▸ WHAT YOU SHOULD DO
Only lines holding the string "Ūdru" are wanted; copy each one from the material.

▸ THE INPUT
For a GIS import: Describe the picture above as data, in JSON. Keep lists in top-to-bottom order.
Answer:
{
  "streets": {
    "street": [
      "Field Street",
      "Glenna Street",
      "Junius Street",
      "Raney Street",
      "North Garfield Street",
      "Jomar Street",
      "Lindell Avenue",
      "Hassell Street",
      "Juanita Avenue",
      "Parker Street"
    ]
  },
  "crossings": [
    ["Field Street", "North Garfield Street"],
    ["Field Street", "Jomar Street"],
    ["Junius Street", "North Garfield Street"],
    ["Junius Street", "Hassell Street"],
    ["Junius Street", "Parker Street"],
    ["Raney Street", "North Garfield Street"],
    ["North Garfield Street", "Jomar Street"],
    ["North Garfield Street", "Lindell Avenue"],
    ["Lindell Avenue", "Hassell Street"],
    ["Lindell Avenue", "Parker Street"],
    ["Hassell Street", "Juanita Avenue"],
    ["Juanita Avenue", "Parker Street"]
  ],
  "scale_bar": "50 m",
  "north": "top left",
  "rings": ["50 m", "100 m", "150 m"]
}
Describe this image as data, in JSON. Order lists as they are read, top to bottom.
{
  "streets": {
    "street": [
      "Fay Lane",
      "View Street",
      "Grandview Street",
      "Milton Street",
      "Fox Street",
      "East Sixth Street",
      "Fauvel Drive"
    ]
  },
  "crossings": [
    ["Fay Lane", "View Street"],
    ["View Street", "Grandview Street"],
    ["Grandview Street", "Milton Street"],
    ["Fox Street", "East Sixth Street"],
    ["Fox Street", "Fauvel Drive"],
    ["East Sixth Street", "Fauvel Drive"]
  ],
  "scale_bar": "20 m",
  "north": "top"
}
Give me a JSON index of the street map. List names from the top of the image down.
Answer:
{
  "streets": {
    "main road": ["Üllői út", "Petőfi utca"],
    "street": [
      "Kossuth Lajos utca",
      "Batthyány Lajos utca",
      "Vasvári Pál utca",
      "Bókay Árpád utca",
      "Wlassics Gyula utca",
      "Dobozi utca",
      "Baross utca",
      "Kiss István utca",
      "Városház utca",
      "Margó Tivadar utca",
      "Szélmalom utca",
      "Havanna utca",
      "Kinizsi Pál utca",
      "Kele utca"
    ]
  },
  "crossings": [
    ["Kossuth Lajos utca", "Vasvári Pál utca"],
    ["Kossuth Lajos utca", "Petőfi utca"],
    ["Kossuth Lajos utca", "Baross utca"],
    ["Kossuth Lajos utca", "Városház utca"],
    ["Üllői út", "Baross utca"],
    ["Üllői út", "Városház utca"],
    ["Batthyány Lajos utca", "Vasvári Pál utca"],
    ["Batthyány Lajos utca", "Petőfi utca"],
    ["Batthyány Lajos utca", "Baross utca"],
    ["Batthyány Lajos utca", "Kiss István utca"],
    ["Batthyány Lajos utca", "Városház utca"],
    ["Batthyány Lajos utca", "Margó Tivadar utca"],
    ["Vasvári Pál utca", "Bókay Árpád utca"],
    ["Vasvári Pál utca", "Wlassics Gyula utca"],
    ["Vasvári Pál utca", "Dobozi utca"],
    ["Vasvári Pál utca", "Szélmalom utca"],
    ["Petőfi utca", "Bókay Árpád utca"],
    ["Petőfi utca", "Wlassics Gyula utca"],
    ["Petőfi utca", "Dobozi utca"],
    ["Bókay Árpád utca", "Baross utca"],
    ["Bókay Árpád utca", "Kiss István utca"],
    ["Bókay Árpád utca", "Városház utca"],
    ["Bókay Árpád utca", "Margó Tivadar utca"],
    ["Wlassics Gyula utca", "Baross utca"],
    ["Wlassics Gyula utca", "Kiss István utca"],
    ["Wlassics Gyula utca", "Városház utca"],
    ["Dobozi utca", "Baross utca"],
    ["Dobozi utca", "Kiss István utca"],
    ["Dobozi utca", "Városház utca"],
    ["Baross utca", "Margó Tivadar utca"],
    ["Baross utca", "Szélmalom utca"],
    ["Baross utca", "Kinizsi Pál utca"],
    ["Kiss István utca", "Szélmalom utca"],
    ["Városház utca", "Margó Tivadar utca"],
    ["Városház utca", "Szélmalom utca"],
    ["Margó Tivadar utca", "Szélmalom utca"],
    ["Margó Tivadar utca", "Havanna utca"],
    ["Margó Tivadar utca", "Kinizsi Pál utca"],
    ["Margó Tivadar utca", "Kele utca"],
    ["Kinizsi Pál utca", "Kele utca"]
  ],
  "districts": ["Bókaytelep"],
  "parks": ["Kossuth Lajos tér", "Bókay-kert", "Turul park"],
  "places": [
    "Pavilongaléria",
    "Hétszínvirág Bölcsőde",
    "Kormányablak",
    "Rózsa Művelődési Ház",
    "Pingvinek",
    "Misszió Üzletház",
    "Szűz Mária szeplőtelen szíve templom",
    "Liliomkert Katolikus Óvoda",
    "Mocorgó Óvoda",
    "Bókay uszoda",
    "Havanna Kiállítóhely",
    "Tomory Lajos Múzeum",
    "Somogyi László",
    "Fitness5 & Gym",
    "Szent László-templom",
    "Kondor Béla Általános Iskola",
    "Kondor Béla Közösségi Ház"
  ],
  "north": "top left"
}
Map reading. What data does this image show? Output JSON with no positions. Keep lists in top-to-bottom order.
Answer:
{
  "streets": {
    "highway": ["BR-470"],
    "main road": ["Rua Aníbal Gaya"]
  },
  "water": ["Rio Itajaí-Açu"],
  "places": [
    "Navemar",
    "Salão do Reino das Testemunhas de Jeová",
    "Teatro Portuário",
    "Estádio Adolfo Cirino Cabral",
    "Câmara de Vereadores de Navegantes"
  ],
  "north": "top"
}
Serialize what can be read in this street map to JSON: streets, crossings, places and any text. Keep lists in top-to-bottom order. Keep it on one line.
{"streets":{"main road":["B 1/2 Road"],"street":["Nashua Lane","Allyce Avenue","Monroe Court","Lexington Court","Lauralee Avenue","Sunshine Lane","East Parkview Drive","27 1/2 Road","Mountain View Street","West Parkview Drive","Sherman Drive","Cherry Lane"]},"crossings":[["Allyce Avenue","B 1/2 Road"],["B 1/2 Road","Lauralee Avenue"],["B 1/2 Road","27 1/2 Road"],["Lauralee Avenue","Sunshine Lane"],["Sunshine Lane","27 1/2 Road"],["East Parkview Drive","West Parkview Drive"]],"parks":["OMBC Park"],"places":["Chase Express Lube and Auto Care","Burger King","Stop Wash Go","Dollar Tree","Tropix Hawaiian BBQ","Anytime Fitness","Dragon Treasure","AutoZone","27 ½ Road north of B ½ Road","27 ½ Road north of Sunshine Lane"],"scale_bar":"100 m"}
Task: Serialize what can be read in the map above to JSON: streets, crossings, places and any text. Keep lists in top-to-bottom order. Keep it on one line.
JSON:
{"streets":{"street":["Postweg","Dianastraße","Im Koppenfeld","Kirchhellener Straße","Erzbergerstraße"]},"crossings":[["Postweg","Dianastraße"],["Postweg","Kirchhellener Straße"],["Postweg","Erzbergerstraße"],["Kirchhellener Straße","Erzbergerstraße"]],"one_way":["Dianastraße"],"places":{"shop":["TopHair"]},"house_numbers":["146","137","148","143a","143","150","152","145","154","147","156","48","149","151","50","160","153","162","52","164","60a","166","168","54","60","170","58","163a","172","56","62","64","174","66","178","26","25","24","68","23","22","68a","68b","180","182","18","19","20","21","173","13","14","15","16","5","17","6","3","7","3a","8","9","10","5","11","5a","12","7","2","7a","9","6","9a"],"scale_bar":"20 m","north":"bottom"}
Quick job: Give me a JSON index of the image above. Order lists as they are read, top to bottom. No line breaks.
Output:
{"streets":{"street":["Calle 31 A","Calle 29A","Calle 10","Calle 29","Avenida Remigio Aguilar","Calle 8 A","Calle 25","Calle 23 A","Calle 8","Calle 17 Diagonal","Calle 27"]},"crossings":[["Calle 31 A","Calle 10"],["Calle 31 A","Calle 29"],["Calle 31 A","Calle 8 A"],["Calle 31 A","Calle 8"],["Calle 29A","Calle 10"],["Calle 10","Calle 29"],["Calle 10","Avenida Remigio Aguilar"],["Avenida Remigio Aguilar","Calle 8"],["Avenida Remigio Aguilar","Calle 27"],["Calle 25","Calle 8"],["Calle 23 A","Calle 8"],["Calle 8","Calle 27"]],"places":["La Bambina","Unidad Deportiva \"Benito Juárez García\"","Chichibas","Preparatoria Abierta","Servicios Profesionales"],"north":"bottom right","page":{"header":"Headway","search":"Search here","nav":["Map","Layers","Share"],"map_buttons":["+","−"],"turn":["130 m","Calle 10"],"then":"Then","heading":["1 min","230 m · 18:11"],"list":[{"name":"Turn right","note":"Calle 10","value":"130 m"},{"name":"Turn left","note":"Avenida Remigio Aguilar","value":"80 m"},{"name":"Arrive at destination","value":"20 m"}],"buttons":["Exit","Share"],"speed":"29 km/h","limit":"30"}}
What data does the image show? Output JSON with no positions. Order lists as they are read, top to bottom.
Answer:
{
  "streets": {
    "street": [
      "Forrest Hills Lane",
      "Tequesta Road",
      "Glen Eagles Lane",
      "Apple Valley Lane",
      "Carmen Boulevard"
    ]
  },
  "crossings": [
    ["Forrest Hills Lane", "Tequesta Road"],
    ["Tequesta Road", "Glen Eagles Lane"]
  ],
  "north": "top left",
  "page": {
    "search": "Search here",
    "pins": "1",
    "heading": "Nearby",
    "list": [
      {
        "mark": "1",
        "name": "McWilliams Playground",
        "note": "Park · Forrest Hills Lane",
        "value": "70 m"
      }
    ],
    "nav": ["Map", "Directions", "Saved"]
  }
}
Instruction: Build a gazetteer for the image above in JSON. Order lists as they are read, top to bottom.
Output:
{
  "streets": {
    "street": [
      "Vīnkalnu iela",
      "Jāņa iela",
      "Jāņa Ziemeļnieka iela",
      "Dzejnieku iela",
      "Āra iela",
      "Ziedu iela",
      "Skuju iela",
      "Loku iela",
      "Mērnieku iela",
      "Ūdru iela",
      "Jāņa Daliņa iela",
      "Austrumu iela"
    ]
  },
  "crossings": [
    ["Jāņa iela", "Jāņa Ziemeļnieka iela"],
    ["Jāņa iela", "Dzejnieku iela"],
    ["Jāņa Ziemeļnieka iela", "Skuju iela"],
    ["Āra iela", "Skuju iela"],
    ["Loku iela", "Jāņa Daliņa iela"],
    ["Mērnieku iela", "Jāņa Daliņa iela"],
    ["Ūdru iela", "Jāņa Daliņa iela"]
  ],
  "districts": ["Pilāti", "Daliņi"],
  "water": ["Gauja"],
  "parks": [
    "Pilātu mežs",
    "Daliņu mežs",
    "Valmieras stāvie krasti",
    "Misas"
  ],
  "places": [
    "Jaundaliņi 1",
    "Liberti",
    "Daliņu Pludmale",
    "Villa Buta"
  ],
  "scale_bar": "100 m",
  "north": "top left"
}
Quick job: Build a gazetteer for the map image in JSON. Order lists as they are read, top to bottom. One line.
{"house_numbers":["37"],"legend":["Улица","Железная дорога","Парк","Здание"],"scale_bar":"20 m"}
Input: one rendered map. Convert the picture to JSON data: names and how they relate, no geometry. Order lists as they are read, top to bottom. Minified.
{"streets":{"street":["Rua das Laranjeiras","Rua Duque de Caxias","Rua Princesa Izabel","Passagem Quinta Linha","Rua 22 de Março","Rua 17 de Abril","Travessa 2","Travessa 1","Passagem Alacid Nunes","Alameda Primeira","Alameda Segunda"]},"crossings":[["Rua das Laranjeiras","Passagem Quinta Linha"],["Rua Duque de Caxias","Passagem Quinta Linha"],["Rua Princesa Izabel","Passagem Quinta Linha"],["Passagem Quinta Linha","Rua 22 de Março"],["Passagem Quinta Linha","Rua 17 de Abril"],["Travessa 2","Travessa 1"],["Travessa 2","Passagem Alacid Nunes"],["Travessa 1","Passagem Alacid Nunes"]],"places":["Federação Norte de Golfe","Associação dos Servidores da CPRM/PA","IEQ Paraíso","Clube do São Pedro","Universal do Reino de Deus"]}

▸ SOLUTION FOR THIS EXERCISE
      "Ūdru iela",
    ["Ūdru iela", "Jāņa Daliņa iela"]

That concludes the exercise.